Comment peut-on lire de nos jours un tel texte ?
Résumé de "l'histoire" ? A l'occasion de la mort et de l'enterrement de l'âne Spanettu, l'auteur décrit toute une société dans sa variété sociale (pleureuses, homme politique, jeunes gens élégants, bergers, artisans), en brocarde les défauts si humains et universels (jalousie, mesquinerie, orgueil, etc.), mais aussi utilise et parodie bien des genres littéraires. Paul Dalmas-Alfonsi en fait la liste dans sa réflexion introductive : "Vucerati ; strophes narratives (pour les événements, les voyages, les portraits) ; évocations de la nature ; listes vertigineuses si typiques des testamenti ; fragments de sogni ; sirinatu d'amour blessé, etc."
Eh bien, j'ai lu d'abord la traduction française, puis j'ai fait le voyage vers la version corse (je n'ai pas regardé encore la version italienne ; à quand une étude des trois par un étudiant de l'université ou d'ailleurs puisqu'il y a des différences entre les deux versions écrites par l'auteur et nécessairement dans la traduction française contemporaine ; et puis c'est magnifique de voir - comme pour le "Vir Nemoris" - un texte de littérature corse ainsi voyager dans le temps et les langues : l'italien de 1892, le corse de 1930 et le français de 2005, non ?)

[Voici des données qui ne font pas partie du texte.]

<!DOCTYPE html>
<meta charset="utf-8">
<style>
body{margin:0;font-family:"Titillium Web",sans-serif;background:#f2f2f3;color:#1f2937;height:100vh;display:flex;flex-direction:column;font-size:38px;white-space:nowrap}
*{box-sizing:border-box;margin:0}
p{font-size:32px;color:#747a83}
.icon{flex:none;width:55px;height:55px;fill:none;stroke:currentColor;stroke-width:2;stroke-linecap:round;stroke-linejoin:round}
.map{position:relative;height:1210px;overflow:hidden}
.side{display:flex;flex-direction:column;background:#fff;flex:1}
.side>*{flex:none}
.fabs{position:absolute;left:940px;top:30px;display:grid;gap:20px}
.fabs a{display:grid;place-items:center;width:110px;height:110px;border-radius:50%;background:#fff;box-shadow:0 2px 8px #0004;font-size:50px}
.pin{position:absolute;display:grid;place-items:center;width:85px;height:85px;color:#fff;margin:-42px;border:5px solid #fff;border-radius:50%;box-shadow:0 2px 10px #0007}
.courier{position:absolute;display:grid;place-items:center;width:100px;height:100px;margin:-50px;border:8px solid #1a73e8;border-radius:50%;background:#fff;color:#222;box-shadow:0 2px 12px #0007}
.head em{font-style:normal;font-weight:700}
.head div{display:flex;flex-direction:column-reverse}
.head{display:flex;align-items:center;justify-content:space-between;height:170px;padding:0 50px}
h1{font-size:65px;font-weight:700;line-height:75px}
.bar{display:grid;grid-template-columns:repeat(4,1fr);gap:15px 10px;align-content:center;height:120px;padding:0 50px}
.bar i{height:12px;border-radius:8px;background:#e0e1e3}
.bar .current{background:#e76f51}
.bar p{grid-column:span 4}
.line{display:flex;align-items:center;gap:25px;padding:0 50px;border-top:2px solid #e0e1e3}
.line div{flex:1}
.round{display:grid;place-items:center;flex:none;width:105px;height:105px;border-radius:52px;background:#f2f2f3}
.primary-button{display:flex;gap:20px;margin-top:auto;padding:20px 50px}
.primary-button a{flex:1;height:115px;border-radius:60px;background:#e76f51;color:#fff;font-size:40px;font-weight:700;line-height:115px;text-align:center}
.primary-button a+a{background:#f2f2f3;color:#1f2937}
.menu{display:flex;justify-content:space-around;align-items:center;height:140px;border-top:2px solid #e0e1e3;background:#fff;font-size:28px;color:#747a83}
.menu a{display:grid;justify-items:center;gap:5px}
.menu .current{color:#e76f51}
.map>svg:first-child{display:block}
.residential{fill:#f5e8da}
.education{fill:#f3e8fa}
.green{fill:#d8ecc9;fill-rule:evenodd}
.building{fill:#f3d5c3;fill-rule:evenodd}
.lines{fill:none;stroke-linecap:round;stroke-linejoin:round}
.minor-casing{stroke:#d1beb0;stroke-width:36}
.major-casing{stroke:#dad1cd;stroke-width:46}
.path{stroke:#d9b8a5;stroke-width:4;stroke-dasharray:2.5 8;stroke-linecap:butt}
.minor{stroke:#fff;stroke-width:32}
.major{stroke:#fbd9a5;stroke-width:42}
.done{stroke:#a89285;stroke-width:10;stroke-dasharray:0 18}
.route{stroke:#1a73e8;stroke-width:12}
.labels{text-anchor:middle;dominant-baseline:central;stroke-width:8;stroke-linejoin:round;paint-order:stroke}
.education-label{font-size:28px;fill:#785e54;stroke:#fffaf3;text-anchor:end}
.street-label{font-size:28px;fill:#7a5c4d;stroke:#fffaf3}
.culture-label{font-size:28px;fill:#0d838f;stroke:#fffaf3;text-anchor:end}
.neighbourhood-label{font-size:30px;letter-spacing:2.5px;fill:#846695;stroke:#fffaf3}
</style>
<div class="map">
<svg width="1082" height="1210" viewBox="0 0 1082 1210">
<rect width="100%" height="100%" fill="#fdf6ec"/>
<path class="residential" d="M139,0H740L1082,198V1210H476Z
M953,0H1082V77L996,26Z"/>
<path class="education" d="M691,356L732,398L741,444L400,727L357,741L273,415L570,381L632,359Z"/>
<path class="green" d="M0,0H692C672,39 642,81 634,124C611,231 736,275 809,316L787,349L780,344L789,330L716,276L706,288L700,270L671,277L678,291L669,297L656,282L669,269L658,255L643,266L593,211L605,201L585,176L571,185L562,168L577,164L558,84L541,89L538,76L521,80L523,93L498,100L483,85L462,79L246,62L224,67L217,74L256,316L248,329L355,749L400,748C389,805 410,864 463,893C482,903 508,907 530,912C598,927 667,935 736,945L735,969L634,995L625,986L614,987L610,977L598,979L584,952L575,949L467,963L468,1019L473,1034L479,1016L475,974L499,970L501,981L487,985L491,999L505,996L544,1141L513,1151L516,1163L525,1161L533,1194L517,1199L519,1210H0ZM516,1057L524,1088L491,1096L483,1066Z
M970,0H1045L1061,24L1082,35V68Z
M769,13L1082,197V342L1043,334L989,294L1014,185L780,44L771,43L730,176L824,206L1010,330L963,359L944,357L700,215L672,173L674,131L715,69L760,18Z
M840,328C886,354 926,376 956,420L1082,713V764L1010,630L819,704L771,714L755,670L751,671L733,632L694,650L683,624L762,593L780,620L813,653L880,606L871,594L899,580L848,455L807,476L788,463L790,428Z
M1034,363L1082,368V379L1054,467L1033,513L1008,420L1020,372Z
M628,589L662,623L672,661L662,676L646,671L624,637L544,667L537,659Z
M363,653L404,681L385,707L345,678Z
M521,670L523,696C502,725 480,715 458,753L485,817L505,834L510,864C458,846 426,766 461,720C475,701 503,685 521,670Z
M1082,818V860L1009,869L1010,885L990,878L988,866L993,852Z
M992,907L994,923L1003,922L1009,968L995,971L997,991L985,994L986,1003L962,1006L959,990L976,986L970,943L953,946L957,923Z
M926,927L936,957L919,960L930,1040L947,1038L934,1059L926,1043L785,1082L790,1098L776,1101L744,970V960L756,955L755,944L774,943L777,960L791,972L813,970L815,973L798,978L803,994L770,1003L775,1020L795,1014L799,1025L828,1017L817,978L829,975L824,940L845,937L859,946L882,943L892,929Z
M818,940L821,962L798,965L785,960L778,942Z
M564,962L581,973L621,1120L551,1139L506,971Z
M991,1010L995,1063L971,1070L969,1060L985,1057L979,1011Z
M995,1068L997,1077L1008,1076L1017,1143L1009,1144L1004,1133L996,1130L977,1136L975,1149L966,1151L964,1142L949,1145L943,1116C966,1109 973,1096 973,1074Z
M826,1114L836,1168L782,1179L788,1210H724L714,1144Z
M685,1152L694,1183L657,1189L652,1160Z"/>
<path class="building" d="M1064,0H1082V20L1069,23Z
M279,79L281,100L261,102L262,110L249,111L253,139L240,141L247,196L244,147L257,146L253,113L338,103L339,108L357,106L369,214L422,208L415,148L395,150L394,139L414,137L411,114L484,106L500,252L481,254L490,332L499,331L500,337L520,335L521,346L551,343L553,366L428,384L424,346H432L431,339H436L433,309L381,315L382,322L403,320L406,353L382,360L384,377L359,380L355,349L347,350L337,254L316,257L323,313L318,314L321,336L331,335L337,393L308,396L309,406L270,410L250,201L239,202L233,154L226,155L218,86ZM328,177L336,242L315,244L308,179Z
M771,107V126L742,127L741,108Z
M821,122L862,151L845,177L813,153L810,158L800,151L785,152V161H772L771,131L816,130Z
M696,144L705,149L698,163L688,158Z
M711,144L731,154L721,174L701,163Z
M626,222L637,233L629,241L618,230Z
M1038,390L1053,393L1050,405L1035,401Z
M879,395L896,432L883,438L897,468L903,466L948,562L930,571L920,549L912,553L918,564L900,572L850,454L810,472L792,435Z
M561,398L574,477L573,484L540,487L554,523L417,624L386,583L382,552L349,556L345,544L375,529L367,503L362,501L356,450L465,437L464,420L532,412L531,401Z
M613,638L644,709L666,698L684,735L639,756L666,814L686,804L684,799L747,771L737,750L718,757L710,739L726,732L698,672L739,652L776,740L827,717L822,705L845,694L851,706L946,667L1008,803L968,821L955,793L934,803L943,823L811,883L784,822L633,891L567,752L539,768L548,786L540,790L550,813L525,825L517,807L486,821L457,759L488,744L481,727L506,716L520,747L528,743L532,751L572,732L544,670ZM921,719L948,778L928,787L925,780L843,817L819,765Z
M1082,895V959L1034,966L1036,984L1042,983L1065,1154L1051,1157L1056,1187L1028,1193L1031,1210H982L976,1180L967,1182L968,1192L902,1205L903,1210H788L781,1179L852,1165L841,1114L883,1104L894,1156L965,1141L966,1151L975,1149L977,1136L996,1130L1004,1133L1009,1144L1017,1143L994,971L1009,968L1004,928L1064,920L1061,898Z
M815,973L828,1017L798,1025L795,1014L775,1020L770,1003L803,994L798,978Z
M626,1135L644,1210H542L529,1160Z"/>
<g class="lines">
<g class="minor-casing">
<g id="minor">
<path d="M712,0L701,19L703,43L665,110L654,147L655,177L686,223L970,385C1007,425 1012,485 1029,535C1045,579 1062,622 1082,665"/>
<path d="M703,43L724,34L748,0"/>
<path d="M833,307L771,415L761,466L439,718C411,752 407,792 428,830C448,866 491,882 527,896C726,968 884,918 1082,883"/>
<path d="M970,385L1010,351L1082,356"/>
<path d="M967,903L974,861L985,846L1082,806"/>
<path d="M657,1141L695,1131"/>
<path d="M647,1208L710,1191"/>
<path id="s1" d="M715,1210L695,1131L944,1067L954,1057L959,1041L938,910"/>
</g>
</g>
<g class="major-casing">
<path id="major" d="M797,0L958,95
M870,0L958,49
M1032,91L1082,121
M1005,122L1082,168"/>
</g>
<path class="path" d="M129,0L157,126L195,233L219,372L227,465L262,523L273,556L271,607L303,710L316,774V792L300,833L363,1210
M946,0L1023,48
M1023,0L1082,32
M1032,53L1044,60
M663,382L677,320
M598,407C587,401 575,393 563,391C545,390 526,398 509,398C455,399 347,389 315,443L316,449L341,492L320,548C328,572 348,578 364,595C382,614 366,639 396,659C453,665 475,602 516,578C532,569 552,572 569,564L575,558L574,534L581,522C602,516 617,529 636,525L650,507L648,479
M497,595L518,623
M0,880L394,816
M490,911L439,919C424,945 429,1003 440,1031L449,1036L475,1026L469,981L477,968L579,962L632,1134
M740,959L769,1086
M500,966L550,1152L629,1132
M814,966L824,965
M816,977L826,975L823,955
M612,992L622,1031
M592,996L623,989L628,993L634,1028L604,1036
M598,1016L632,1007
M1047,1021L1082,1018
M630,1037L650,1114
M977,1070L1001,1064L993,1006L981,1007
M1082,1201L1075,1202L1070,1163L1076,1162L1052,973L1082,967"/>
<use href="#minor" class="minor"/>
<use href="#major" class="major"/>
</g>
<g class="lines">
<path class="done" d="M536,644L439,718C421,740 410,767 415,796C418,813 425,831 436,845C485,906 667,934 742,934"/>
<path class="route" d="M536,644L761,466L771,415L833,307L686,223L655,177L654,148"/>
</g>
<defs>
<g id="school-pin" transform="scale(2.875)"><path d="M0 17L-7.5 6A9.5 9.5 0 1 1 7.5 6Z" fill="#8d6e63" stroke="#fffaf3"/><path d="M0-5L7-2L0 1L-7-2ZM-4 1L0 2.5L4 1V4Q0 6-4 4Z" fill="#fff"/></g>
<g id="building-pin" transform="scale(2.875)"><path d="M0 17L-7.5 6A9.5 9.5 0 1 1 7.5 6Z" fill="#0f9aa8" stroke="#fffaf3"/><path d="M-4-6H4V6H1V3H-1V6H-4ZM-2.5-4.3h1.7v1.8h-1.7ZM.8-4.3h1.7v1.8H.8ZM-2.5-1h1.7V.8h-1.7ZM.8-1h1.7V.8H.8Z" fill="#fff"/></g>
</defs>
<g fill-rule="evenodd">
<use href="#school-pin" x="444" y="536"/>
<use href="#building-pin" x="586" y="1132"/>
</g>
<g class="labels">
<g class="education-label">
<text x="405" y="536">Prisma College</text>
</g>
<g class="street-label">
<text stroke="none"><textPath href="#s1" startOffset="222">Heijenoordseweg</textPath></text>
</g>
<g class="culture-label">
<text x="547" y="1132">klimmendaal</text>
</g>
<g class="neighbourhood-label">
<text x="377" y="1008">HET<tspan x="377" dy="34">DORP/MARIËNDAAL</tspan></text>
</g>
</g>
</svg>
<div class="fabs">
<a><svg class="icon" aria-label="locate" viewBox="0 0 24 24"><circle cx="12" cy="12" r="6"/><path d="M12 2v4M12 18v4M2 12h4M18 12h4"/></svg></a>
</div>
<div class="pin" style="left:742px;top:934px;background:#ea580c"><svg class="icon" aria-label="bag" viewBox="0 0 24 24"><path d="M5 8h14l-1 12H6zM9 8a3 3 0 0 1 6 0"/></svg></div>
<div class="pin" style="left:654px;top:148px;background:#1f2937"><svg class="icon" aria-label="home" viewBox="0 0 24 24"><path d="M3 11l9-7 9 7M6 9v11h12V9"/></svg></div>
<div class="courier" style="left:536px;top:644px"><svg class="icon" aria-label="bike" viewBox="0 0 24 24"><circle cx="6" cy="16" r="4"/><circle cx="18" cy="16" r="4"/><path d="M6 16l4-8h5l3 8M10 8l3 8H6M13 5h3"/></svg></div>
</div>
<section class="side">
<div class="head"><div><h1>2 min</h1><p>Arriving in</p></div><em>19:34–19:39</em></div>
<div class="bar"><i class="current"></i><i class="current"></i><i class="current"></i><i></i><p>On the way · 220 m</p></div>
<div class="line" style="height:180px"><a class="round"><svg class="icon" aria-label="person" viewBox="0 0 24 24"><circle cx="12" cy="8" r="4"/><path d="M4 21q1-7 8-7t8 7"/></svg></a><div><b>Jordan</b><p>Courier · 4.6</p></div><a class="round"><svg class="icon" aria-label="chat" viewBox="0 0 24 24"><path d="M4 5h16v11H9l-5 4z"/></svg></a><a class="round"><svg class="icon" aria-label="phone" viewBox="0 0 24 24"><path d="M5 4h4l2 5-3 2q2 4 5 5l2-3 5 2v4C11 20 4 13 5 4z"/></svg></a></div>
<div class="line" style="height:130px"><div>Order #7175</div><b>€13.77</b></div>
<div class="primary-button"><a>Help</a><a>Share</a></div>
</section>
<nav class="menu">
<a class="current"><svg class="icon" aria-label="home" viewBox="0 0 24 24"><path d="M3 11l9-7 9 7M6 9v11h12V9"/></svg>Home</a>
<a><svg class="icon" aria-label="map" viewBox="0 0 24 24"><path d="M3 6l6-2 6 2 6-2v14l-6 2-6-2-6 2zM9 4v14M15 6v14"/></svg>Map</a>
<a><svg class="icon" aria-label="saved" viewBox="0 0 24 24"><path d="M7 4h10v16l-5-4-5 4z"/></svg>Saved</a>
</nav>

J'ai lu, et j'ai vraiment aimé ce texte non comme document ou comme monument (pour reprendre les notions utilisées par Yves Citton) mais comme événement : comme une force toujours en acte, aujourd'hui. Car ce qui m'a frappé, c'est la prééminence du désir : Spanettu était un âne surexploité par son maître et notamment comme reproducteur !
Strophe 51 (1er chant) :
Appena ghjuntu da Sari
U mandàvate à Rusazia.
Antonini Petru Santu
Hè statu la so disgrazia :
A so ghjumintaccia bianca
Ùn ne era mai sazia.
Strophe 53 :
Quand'elli la sintaranu
I nostri amici in Niolu,
Credu ch'elli ghjugnaranu
À piegne lu nostru dolu,
Chì culà lu me Spanettu
Ci piantò più d'un figliolu.
Strophe 55 et 56
Farete un avertimentu
À Macone d'Ambiegna,
Ch'ellu mandi cinque franchi
Chì la so ghjumenta hè pregna ;
Inquantu à la so cundotta
S'hè mustrata pocu degna.
Pigliò lu nostru sumere,
Ci fece una brutta azzione ;
Fece copre le ghjumente
Di Sari è di Casaglione,
Po si ritirò li frutti
À nome di lu patrone.
Strophe 58 (Una d'Arburi intervene)
Emu da piegne à Spanettu
Senza fà carnavalate ;
Ùn si parli di ghjumente
Parchì sò cose sfrinate,
È tutte ste ghjuvanette
Sò belle scandalizate.
Eccu : sò isse "cose sfrinate" chì ind'è issu testu mi parenu e più forte ; a forza di a vita (di a puesia, di l'amore, di u veranu, di e voce) trapana u tempu, cambia a morta in vita :
Strofa 92
O Spanè lu me Spanettu,
Ùn stà più dentru la bara,
Hè fiurita la campagna
Da Niolu à Sulinzara ;
À fà longa passighjata,
Tutt'ognunu si pripara.
Voici la traduction française d'Hélène Bonerandi :
51
De Sari à peine arrivé
À Rusazia vous l'expédiiez.
Antonini Petru Santu
L'a véritablement ruiné ;
Sa vilaine jument blanche
N'en était jamais rassasiée.
53
Lorsqu'ils vont être informés,
Tous nos amis Niolins,
Je crois qu'ils vont arriver
Pour déplorer notre chagrin
Car là-bas mon âne ambré
Y a planté plus d'un grain !
55
Vous donnez un avertissement
À Maléfique d'Ambiegna,
Pour qu'il m'envoie ses cinq francs
Car sa jument est pleine ;
Quant à son comportement,
Il s'est montré bien peu séant.
56
Il nous lésa gravement
Ayant emprunté notre âne ;
Il lui fit couvrir les juments
De Sari et de Casaglione,
Mais il en retira pour lui,
Au nom du patron, les fruits.
58 (Une femme d'Arburi intervient)
Nous allons pleurer l'alezan
Sans nous ridiculiser ;
On ne va pas parler juments,
ce sont là faits grossiers,
Et ces jeunes filles vous entendant
En sont toutes scandalisées.
92
Spanettu, mon cher Spanettu,
Ne reste plus dans ce cercueil,
Vois comme la campagne est en fleur
De Niolu à Sulinzara ;
À faire de longues promenades
Tout le monde se prépare.
Il me semble que "cose sfrinate" pourrait être traduit autrement que par "faits grossiers", même si l'expression est bien celle de la dame scandalisée. "Sfrinate", que dit le dictionnaire de l'ADECEC sur Internet ? :
sfrenatu, sfrinatu
definizione: participiu passatu di u verbu sfrenà.- Chì ùn hà ritegnu, muderazione: un zitellu sfrenatu, un cumpurtamentu sfrenatu.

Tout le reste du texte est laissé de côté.